- **Instructions for the task**:
Copy all of the entries that follow, exactly.

---------------

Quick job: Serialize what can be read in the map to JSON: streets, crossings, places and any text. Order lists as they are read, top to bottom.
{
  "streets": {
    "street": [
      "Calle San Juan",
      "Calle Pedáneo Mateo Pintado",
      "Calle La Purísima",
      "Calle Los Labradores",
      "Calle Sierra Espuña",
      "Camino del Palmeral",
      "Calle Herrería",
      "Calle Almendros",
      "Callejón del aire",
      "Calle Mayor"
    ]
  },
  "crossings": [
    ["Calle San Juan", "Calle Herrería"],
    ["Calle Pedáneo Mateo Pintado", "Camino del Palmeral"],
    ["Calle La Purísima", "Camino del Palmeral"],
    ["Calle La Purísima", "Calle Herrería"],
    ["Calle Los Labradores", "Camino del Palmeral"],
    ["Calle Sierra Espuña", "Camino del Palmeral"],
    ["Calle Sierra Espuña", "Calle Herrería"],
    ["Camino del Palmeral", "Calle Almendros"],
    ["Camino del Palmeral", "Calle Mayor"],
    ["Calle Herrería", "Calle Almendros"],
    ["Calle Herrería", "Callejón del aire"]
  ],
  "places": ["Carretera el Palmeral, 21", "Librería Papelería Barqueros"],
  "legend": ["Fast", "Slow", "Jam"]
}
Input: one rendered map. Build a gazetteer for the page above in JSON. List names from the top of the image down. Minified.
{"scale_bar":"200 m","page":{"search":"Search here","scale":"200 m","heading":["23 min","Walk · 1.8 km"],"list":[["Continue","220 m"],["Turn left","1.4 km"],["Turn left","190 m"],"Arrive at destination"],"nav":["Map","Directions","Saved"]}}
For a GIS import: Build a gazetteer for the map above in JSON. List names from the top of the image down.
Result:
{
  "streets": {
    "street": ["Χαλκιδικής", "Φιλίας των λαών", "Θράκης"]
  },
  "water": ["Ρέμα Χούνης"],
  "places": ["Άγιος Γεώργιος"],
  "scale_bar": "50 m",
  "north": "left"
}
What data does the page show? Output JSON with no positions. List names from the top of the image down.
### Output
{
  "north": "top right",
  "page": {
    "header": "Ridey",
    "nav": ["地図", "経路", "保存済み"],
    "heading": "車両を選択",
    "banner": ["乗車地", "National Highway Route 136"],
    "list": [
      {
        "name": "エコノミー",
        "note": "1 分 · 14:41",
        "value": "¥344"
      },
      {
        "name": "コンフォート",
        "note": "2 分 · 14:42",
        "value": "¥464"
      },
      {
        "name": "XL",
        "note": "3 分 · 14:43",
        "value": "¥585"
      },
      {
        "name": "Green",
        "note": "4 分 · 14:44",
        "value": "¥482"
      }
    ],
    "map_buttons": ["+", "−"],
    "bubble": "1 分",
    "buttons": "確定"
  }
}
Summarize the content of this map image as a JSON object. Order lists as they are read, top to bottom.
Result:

---------------

- **Expected answer**:
Quick job: Serialize what can be read in the map to JSON: streets, crossings, places and any text. Order lists as they are read, top to bottom.
{
  "streets": {
    "street": [
      "Calle San Juan",
      "Calle Pedáneo Mateo Pintado",
      "Calle La Purísima",
      "Calle Los Labradores",
      "Calle Sierra Espuña",
      "Camino del Palmeral",
      "Calle Herrería",
      "Calle Almendros",
      "Callejón del aire",
      "Calle Mayor"
    ]
  },
  "crossings": [
    ["Calle San Juan", "Calle Herrería"],
    ["Calle Pedáneo Mateo Pintado", "Camino del Palmeral"],
    ["Calle La Purísima", "Camino del Palmeral"],
    ["Calle La Purísima", "Calle Herrería"],
    ["Calle Los Labradores", "Camino del Palmeral"],
    ["Calle Sierra Espuña", "Camino del Palmeral"],
    ["Calle Sierra Espuña", "Calle Herrería"],
    ["Camino del Palmeral", "Calle Almendros"],
    ["Camino del Palmeral", "Calle Mayor"],
    ["Calle Herrería", "Calle Almendros"],
    ["Calle Herrería", "Callejón del aire"]
  ],
  "places": ["Carretera el Palmeral, 21", "Librería Papelería Barqueros"],
  "legend": ["Fast", "Slow", "Jam"]
}
Input: one rendered map. Build a gazetteer for the page above in JSON. List names from the top of the image down. Minified.
{"scale_bar":"200 m","page":{"search":"Search here","scale":"200 m","heading":["23 min","Walk · 1.8 km"],"list":[["Continue","220 m"],["Turn left","1.4 km"],["Turn left","190 m"],"Arrive at destination"],"nav":["Map","Directions","Saved"]}}
For a GIS import: Build a gazetteer for the map above in JSON. List names from the top of the image down.
Result:
{
  "streets": {
    "street": ["Χαλκιδικής", "Φιλίας των λαών", "Θράκης"]
  },
  "water": ["Ρέμα Χούνης"],
  "places": ["Άγιος Γεώργιος"],
  "scale_bar": "50 m",
  "north": "left"
}
What data does the page show? Output JSON with no positions. List names from the top of the image down.
### Output
{
  "north": "top right",
  "page": {
    "header": "Ridey",
    "nav": ["地図", "経路", "保存済み"],
    "heading": "車両を選択",
    "banner": ["乗車地", "National Highway Route 136"],
    "list": [
      {
        "name": "エコノミー",
        "note": "1 分 · 14:41",
        "value": "¥344"
      },
      {
        "name": "コンフォート",
        "note": "2 分 · 14:42",
        "value": "¥464"
      },
      {
        "name": "XL",
        "note": "3 分 · 14:43",
        "value": "¥585"
      },
      {
        "name": "Green",
        "note": "4 分 · 14:44",
        "value": "¥482"
      }
    ],
    "map_buttons": ["+", "−"],
    "bubble": "1 分",
    "buttons": "確定"
  }
}
Summarize the content of this map image as a JSON object. Order lists as they are read, top to bottom.
Result:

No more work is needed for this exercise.